Locating one’s birth parents is stereotypically, if not always glibly, approached in film as a necessarily brutal process of self-exploration: It’s assumed, just as much as by more stringent psychologists as by the rules of documentarian tension, that adopted children need to discover and achieve closure on where they came from in order to properly mature.
That having been said, while Off and Running combines enough of the standard off-kilter family pay dirt to make one gag at the synopsis (Avery is an African-American, high school-aged runner who lives with her adopted Jewish-American lesbian parents in inner-city Brooklyn but dreams of reconnecting with her roots), director Nicole Opper never resorts to promoting reductive, campus counselor-esque values, instead allowing her multicultural human smorgasbord to speak as intelligently about its collective feelings as it can. And the majority of the captured monologues (particularly epistolary interludes between Avery and her birth mother, as well as interviews with Avery’s adopted moms and her eloquent, tri-racial adopted brother), which may comprise some of the most articulate in made-for-TV domestic-themed documentaries, seem designed to remind us that urban malaise and matriarchal strife affect the stalwartly self-aware along with the more ubiquitous common sense-less.

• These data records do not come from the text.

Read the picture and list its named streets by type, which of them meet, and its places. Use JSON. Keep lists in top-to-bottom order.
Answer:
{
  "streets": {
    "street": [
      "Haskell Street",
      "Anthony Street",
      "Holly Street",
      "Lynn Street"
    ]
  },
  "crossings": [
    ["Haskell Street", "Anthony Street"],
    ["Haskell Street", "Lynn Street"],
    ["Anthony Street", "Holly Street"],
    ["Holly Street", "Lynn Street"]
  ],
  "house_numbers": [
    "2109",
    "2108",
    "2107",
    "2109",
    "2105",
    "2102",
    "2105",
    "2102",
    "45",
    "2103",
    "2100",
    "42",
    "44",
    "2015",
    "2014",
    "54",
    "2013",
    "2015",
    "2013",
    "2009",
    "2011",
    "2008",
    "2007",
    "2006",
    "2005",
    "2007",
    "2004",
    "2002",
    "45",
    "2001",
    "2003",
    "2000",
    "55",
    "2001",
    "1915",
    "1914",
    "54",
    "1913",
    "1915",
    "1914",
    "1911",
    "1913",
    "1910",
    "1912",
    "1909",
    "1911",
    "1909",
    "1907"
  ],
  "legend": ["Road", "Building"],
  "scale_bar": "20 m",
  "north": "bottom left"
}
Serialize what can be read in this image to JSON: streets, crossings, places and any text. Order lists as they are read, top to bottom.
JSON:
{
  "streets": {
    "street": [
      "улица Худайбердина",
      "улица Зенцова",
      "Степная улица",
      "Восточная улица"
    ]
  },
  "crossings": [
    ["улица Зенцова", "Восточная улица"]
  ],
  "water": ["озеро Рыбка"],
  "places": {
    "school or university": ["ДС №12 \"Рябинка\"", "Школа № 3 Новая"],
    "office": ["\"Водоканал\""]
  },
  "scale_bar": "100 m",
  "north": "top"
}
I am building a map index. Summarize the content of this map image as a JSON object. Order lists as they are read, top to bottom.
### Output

What’s also evident by film’s end is that Opper teases out the sapience from her subjects both to keep us interested in their uniqueness and to facilitate her meandering family portrait: Unlike lesser, similarly-themed documentaries, Off and Running eschews an emphasis on bio-parental confrontation to instead promote the importance of feeling one’s way through relationships as blindly as one gropes through the darkness of one’s own inchoate mind.
The product is an occasionally irrelevant, often refreshingly less-than-studious study of filial disassociation not without its unfulfilling tangents (Avery’s skills as a runner are never fully investigated beyond their metaphorical potential beside Avery’s impatience and recalcitrant independence) or its conspicuously extemporaneous scenarios (one clumsily photographed scene involving a pregnancy test feels almost entirely choreographed) but that ultimately beats in arrhythmic time with its subjects’ fascinating, and strangely familiar, confusion.